Reekie still waiting

EVERETT — David Reekie was the unfortunate victim of circumstance. As a result, the Everett Silvertips goaltender has been forced into a waiting game.

Reekie is now free of the mononucleosis that afflicted him during the preseason and the first weeks of the regular season. However, he’ll have to wait another three-plus weeks before he can get into a game, and probably just as long to learn his fate.

“Personally I feel really good, I’m healthy to play and healthy to go,” Reekie said. “I’ve just got to wait for Nov. 9 now.”

Reekie was one of six players competing for Everett’s three overager slots. With Leland Irving entrenched as Everett’s No. 1, Reekie seemed a likely candidate to be dealt prior to last Thursday’s overager deadline.

But Reekie contracted mono at an inconvenient time, especially considering the unpredictablility of how long mono lasts. Everett placed Reekie on the 60-day injured list, which exempts him from all roster limits, but also restricts Reekie from playing until his 60 days are up.
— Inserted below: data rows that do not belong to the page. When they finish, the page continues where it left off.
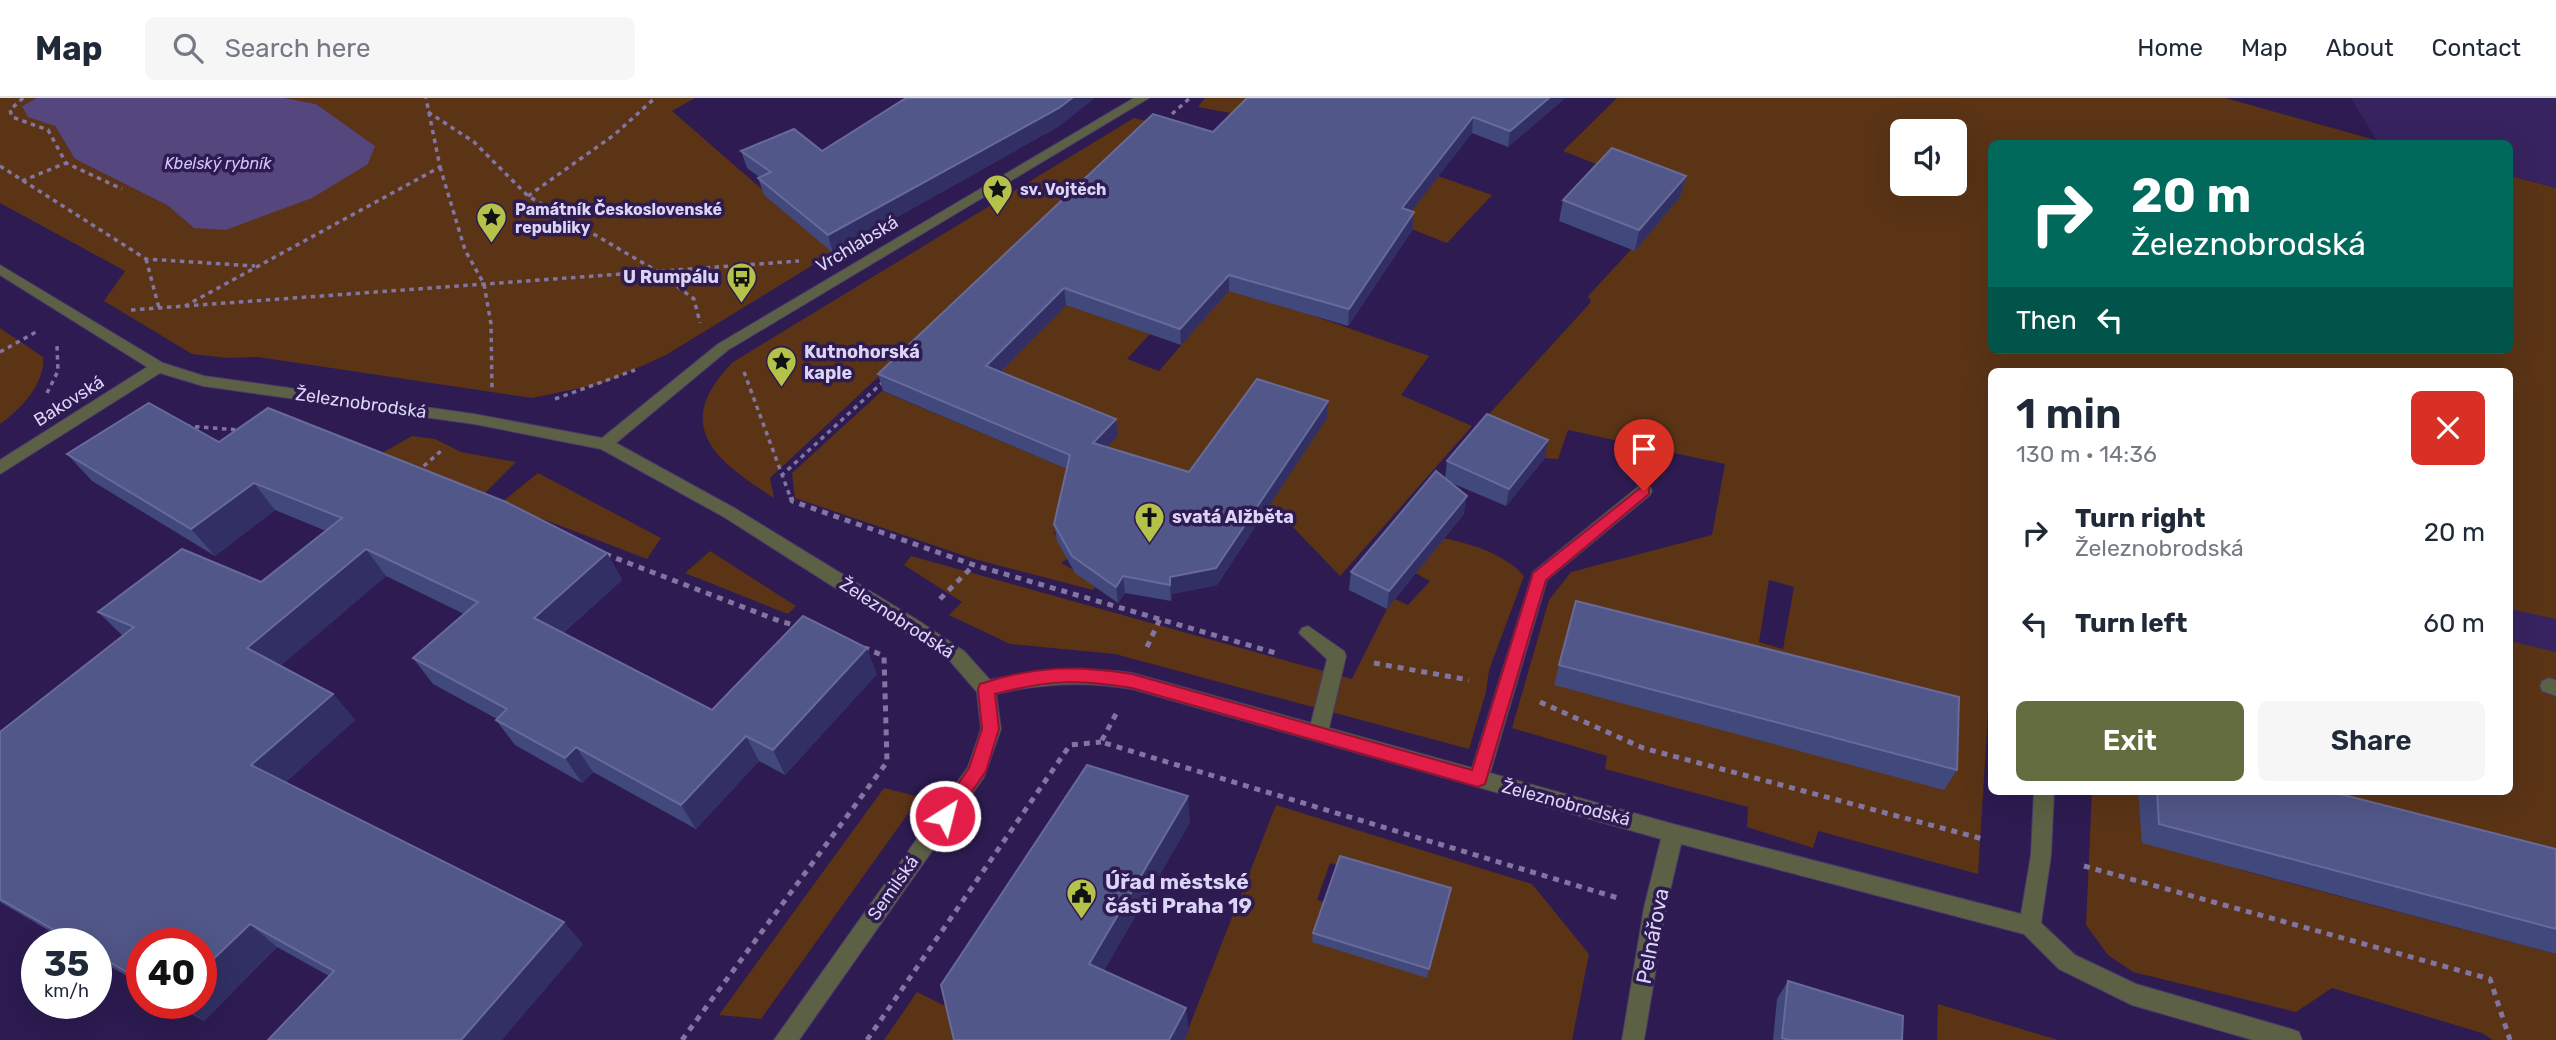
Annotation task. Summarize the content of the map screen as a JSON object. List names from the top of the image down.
{
  "streets": {
    "street": [
      "Vrchlabská",
      "Bakovská",
      "Železnobrodská",
      "Semilská",
      "Pelnářova"
    ]
  },
  "crossings": [
    ["Vrchlabská", "Železnobrodská"],
    ["Bakovská", "Železnobrodská"],
    ["Železnobrodská", "Semilská"],
    ["Železnobrodská", "Pelnářova"]
  ],
  "water": ["Kbelský rybník"],
  "places": {
    "place": ["sv. Vojtěch", "Památník Československé republiky", "Kutnohorská kaple"],
    "bus stop": ["U Rumpálu"],
    "church": ["svatá Alžběta"],
    "public building": ["Úřad městské části Praha 19"]
  },
  "page": {
    "header": "Map",
    "search": "Search here",
    "nav": [
      "Home",
      "Map",
      "About",
      "Contact"
    ],
    "turn": ["20 m", "Železnobrodská"],
    "then": "Then",
    "heading": ["1 min", "130 m · 14:36"],
    "list": [
      {
        "name": "Turn right",
        "note": "Železnobrodská",
        "value": "20 m"
      },
      {
        "name": "Turn left",
        "value": "60 m"
      }
    ],
    "buttons": ["Exit", "Share"],
    "speed": "35 km/h",
    "limit": "40"
  }
}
Reekie’s received the results of his follow-up blood tests just before the overager deadline and they showed him free of mono, making it a brief outbreak. But by then it was too late to do anything at the deadline as Reekie was already on the 60-day injured list.
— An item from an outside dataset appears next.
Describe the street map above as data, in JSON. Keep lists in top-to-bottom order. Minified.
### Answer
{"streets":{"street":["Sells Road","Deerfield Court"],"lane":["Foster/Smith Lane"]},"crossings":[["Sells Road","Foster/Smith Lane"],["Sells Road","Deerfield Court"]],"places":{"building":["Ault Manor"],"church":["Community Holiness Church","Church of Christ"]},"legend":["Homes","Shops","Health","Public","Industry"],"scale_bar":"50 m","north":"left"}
So now Reekie waits until Nov. 9 to come off the list.

“That was brutal, probably the worst timing possible,” Reekie said of the mono. “But things like that happen all the time and there’s nothing anybody can do about it but train to get back in shape and hopefully play a game in this league again.”

Everett general manager Doug Soetaert said he still had to check with the league to find out what happens once Reekie comes off the list. He needs to know whether the Tips will have to make an immediate overager move or if they’ll receive some leeway. Forwards Dan Gendur and Brennan Sonne and defenseman Dane Crowley are Everett’s active overagers.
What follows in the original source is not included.